The Bard Tries to Get It Right

by Gary Sloan


Shakespeare has long been hailed an inspired genius, a gifted soul for whom writing was as easy as breathing. His theatrical colleagues boasted he never blotted a line. Mellifluous words poured from his pen as nectar from an Olympian chalice.

Now, from Stratford-on-Avon, comes news sure to set the literati on their collective ear. A remarkable find is here reported for the first time.

Flourish of trumpets, please. Or, if you prefer, strumpets.

Three pages from an autograph manuscript of Hamlet were found wadded in a tankard near the former site of a Stratford tavern. Never before had any "foul papers," as scholars call the original drafts of the Bard's plays, been found. This foul is fair.

Here is a descriptio externa of the pages.

They contain ninety-five lines of text. Every line, except the last, has been struck out, as have words scrawled between the lines (interlineations) and in the margins. The third page has a large star-burst splatter, as if ink were slung at it. Each page has been ripped vertically from the top center almost to the bottom. Under laboratory analysis, two of the pages reveal trace chemicals associated with human saliva, as though someone spit on them.

The final line, the unblotted one, is in a hand different from the rest.

The ninety-four deleted lines appear to be permutations of the idea expressed in the final line, now famous. Clearly, Shakespeare labored hard to be Shakespearean.

His indefatigable revisions give teeth to a comment by Edgar Allan Poe. Most writers, he said, "would positively shudder at letting the public take a look behind the scenes at the elaborate and vacillating crudities of thought, cautious selections and rejections, painful erasures and interpolations" that precede the final product.

Before the discovery of the Tankard Papers, the highest level of genius--Shakespeare, Homer, Dante, Milton, and the like--was thought exempt from the sublunary indecisiveness and tinkering described by Poe.

Now we have reason to believe Thomas Edison's maxim admits no exceptions: Genius is one percent inspiration and ninety-nine percent perspiration.

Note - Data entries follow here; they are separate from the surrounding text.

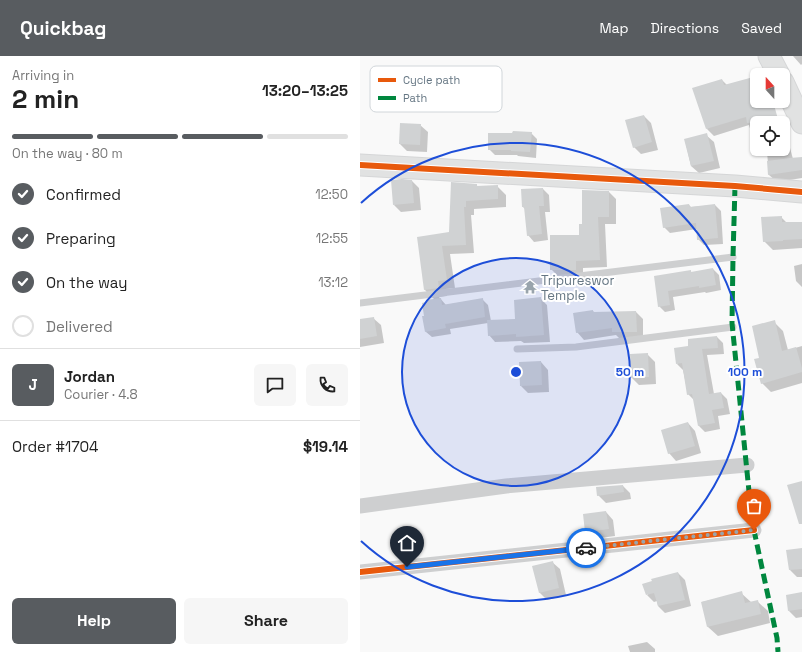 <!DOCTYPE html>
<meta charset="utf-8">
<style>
body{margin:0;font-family:"Space Grotesk",sans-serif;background:#f6f6f6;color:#222;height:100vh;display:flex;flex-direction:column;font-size:15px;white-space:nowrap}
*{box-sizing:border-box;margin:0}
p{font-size:13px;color:#767676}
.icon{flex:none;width:22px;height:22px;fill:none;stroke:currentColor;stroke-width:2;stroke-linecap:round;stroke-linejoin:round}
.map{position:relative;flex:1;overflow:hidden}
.sheet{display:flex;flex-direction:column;background:#fff;width:360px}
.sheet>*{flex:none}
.needle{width:26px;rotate:339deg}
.tools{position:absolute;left:390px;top:12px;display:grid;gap:8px}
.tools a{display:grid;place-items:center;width:40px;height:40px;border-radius:6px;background:#fff;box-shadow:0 1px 3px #0004;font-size:20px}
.pin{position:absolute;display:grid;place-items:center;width:34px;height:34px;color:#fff;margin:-41px -17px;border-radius:50% 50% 50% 0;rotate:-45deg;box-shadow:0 0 4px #0007}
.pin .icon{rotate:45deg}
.courier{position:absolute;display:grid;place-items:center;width:40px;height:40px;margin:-20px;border:3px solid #1a73e8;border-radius:50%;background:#fff;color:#222;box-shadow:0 1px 5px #0007}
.overview em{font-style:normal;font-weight:700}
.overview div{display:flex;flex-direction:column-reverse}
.overview{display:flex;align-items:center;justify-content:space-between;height:68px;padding:0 12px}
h1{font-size:26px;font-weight:700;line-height:30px}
.bar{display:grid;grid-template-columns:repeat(4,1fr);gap:6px 4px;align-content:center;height:48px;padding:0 12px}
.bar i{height:5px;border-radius:3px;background:#e0e0e0}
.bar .selected{background:#585c60}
.bar p{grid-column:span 4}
.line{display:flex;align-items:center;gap:10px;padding:0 12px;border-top:1px solid #e0e0e0}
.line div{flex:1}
.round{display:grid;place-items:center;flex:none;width:42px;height:42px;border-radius:6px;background:#f6f6f6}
ol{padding:0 12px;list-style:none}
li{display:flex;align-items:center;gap:12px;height:44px}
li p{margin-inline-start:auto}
li .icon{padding:4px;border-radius:50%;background:#585c60;color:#fff;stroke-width:4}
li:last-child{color:#767676}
li i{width:22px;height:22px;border:2px solid #e0e0e0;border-radius:50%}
.cta{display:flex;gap:8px;margin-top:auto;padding:8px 12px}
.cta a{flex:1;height:46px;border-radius:6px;background:#585c60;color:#fff;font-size:16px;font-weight:700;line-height:46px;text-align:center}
.cta a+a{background:#f6f6f6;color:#222}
header{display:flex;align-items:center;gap:24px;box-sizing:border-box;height:56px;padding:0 20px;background:#585c60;color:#fff}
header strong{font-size:19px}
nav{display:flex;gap:22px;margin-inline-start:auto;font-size:14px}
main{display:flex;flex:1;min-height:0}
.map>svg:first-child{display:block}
</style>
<header>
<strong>Quickbag</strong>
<nav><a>Map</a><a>Directions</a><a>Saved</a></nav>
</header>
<main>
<section class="sheet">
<div class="overview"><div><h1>2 min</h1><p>Arriving in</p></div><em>13:20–13:25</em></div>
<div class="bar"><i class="selected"></i><i class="selected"></i><i class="selected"></i><i></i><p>On the way · 80 m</p></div>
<ol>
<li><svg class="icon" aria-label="check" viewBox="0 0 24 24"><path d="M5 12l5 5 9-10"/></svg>Confirmed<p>12:50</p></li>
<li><svg class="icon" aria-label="check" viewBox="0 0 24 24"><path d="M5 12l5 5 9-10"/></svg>Preparing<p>12:55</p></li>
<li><svg class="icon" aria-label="check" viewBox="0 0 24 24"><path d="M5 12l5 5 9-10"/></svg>On the way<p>13:12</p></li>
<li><i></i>Delivered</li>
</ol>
<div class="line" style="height:72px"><b class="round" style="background:#585c60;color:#fff">J</b><div><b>Jordan</b><p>Courier · 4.8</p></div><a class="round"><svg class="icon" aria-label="chat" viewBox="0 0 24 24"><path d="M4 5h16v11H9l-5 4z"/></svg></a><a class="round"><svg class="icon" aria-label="phone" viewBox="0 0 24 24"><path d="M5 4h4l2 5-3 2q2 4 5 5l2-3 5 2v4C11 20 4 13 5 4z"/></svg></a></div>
<div class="line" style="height:52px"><div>Order #1704</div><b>$19.14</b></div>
<div class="cta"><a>Help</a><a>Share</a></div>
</section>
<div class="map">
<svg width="442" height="596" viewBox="0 0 442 596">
<rect width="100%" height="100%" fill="#f9f9f9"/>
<path fill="#0003" d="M433 0H442V8L441 9Z
M397 21V45H411L416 59 423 66 433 103 442 102V122L417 126 409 119 407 96 402 97 397 93H423V67H397V93L395 90 389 69 354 80 347 73 362 24 367 29Z
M284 60 291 67 298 94 281 98 274 91Z
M60 69 68 76 67 96 47 95 40 88Z
M171 77 177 83 176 102 158 100 157 99H135L129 93Z
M346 79 354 86 360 112 339 117 331 110 325 84Z
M52 125 59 132 61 154 41 156 34 149Z
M92 127 116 129 119 131 137 130 146 139V151L114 153V159H111L114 197 90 198 95 232 86 233 87 240 79 241 86 249 122 243 128 249 131 265 156 264 180 242 187 249 190 286 164 287 161 285 135 286 129 279 128 267 90 273 91 278 72 281 66 276 65 260 75 244 65 234 58 182 90 177Z
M183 133 189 139 190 156H185L188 184 174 186 168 179 165 153 163 151Z
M249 136 256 143V168H245L247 211 223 212V221L198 220 191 213 220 180 223 169Z
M329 149 331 151 355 149 361 155 363 188 344 189 338 183 337 173 310 177 304 171Z
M421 161 427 167H442V192L413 194 404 185Z
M442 208V231L436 225 434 210Z
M353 213 359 219 361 234 346 237 345 236 313 241 315 254 305 256 299 250 295 221 330 215 333 217Z
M233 255 235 257 276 256 283 263V283H260L256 279 224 284 217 276Z
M13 262 21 269 24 287 0 291V264Z
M414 266 423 275 428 294 442 290V327L411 336 402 327Z
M357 281 363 287 364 298 347 299 354 338 361 337 367 343 370 358 358 360 360 373 345 376 339 370 334 344 328 338 323 314 317 308 329 291Z
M287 298 295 306 296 328 279 329 272 322Z
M181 306 188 314 189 336 168 337 161 330Z
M328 367 335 375 341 397 316 405 309 397Z
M263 430 270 437 271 443 246 447 238 439Z
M246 456 253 464 255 480 233 483 226 476Z
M442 493V521H437L430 514 427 495Z
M192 506 200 513 206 539 187 544 179 536Z
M318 517 325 524 331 550 305 557 298 550 297 545 294 546 287 539Z
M381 537 391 546H398L408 555 410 567 358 580 348 571 342 546Z
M442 537V561L436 562 429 555Z
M287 586 295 593V596H270L268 590Z"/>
<path fill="#d0d2d3" d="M397 20V45H413L419 67H387L386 61 346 73 332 32 362 23 364 29Z
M284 59 292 86 273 92 265 64Z
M40 67 61 68 60 89 39 88Z
M153 75 172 76 170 96 151 95V94H128V77H152Z
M347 77 354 105 331 110 324 83Z
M442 101V114L408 119 407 105 430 102Z
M42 123 52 124 54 147 33 149 31 124Z
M91 126 117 128V130L138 129V143L106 145V151H104L106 189 82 190 87 224 78 225 79 232 64 234 57 181 89 176Z
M183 132 184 150H179L182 178 167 180 164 151H162L161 133Z
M222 134 249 135V161H238L240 204 216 205V214H190V179H219V168H222Z
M329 148 330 151 355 148 358 182 337 184 336 167 303 172 300 152Z
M422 160V166H442V183L423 184V185L403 186 401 161Z
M353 212 356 229 339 232V230L308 235 310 249 298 251 294 220 331 214V216Z
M181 241 184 279 156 281V278L128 280 127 264 155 263 154 244Z
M81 242 82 249 123 242 125 261 85 268 86 272 65 276 62 260H64L62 247 66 246V244Z
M233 254V256L276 255 277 276H252V272L216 277 213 257Z
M14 261 17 280 0 283V263Z
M415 264 422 295 436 291 442 312V316L401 328 394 303 399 302 392 270Z
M357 280 358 292 342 293 349 338 361 336 364 352 352 354 355 367 338 370 332 338 327 339 322 307 316 308 314 292 328 290V283Z
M288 297 289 321 271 322 270 298Z
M181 305 182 329 160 330 159 306Z
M328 366 335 390 308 398 301 374Z
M442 425V468H439L427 429Z
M263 429 264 436 237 440 236 431Z
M246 455 249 473 225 476 223 458Z
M442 492V513L429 514 426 494Z
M193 505 199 532 179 537 172 510Z
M318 516 325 544 298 550 294 537 286 539 282 528 292 525 291 523Z
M382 535 385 547 398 544 401 558 347 571 341 546Z
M442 536V553L428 555 426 539Z"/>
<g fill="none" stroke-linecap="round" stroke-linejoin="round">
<g stroke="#d5d6d7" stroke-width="23">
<path id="secondary" d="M409 0 419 19
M423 26 442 67
M0 109 375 130 442 136"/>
</g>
<path stroke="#cecfd0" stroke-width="7" d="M0 247 373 201
M157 293 216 291 373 271"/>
<path stroke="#cecfd0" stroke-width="15" d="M0 450 146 430 387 409
M0 516 394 474"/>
<use href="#secondary" stroke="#e1e2e2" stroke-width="21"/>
<path stroke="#00873e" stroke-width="5" stroke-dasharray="10 5" stroke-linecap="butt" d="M375 130 373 201 372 267 392 465 417 582 418 596"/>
<g stroke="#fff" stroke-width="8">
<path id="cycleway" d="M0 109 375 130 442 136
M0 516 394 474"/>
</g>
<use href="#cycleway" stroke="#e8590c" stroke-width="6"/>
</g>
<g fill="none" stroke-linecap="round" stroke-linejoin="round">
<path stroke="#99a4ac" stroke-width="4" stroke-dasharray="0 7.2" d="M226 492 394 474"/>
<path stroke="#1a73e8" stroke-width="5" d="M47 511 226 492"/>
</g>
<circle cx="156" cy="316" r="114" fill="#1d4ed8" fill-opacity=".12"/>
<g fill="none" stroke="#1d4ed8" stroke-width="2">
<circle cx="156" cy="316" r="114"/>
<path d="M1 147A229 229 0 1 1 1 485"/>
</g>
<defs>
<g id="temple-bare" transform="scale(1.08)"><path d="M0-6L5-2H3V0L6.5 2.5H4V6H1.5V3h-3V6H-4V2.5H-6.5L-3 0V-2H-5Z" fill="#99a4ac" stroke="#fff" stroke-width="2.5" paint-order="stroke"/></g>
</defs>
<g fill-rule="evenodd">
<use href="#temple-bare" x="170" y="231"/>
</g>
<g text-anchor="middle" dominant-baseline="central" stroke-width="4" stroke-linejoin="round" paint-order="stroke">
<g font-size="13" fill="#657683" stroke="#fff" text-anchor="start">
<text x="181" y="224">Tripureswor<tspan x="181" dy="15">Temple</tspan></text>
</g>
</g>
<rect x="10" y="10" width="132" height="46" rx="6" fill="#fff" stroke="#d1d6da" stroke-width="1"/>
<rect x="18" y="22" width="18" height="4" fill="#e8590c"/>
<rect x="18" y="40" width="18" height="4" fill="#00873e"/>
<g font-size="11" fill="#657683">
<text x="43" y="28">Cycle path</text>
<text x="43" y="46">Path</text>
</g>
<circle cx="156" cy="316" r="6" fill="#1d4ed8" stroke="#fff" stroke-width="2"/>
<g font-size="12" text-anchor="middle" font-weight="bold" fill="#1d4ed8" stroke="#fff" stroke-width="4" stroke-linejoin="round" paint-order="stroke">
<text x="270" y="320">50 m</text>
<text x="385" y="320">100 m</text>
</g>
</svg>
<div class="tools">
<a><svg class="needle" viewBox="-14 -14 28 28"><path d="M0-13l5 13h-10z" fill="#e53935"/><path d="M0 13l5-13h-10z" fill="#767676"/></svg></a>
<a><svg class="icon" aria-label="locate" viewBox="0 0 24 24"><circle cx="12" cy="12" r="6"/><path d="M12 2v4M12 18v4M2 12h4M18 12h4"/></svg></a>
</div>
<div class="pin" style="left:394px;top:474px;background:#ea580c"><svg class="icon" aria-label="bag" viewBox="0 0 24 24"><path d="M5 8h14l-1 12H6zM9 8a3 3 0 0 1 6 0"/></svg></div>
<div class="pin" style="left:47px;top:511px;background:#1f2937"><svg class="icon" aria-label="home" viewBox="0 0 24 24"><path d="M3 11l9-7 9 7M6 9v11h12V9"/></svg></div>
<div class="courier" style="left:226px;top:492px"><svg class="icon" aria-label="car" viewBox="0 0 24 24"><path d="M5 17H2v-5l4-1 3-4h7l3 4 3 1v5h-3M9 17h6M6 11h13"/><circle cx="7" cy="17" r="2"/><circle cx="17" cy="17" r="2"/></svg></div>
</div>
</main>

What a boost the Tankard Papers give to writers everywhere! Heretofore, thousands have been balked by the myth that great writers are born, not made. Too often, when words fail to come trippingly off their tongues, novices abandon their literary dreams, assuming you've either got it or you haven't.

Now they will know the only barrier between them and Shakespeare is pertinacity, pertinacity, and more pertinacity. They will know, too, that cursing, wadding, ripping, and spitting on paper is okay.

Observe the Bard at work. Watch him discard line after line as he--or Hamlet--searches for the mot juste, the perfect words:

"Life virtue indeed hath, but so doth death."

"Should a noble man, then, do himself in?"

"Doth a prince ignobly himself do in?"

"Be it base to bare-bodkin your own self?"

"Should I on my own petard myself hoist?"

"Self-slaughter or self-preservation: which?"

Here is the penultimate revision, number 94:

"To live or to die: now that's a tough one."

Then, eureka, pertinacity reaps its reward: "To be or not to be: that is the question."

Scholars note the handwriting in line 95 matches Anne Hathaway's. Some indulge a wild fantasy--namely, that Mrs. Shakespeare ghostwrote her husband's plays.

Such speculation, in my judgment, is irresponsible, unethical, and perverse. Undoubtedly, Hathaway was simply an amanuensis, a helpmate, writing down her husband's hard-earned words.

Pertinacity, I say: that is the way...

This is my twenty-seventh draft. My wife merely... tied up a few loose ends.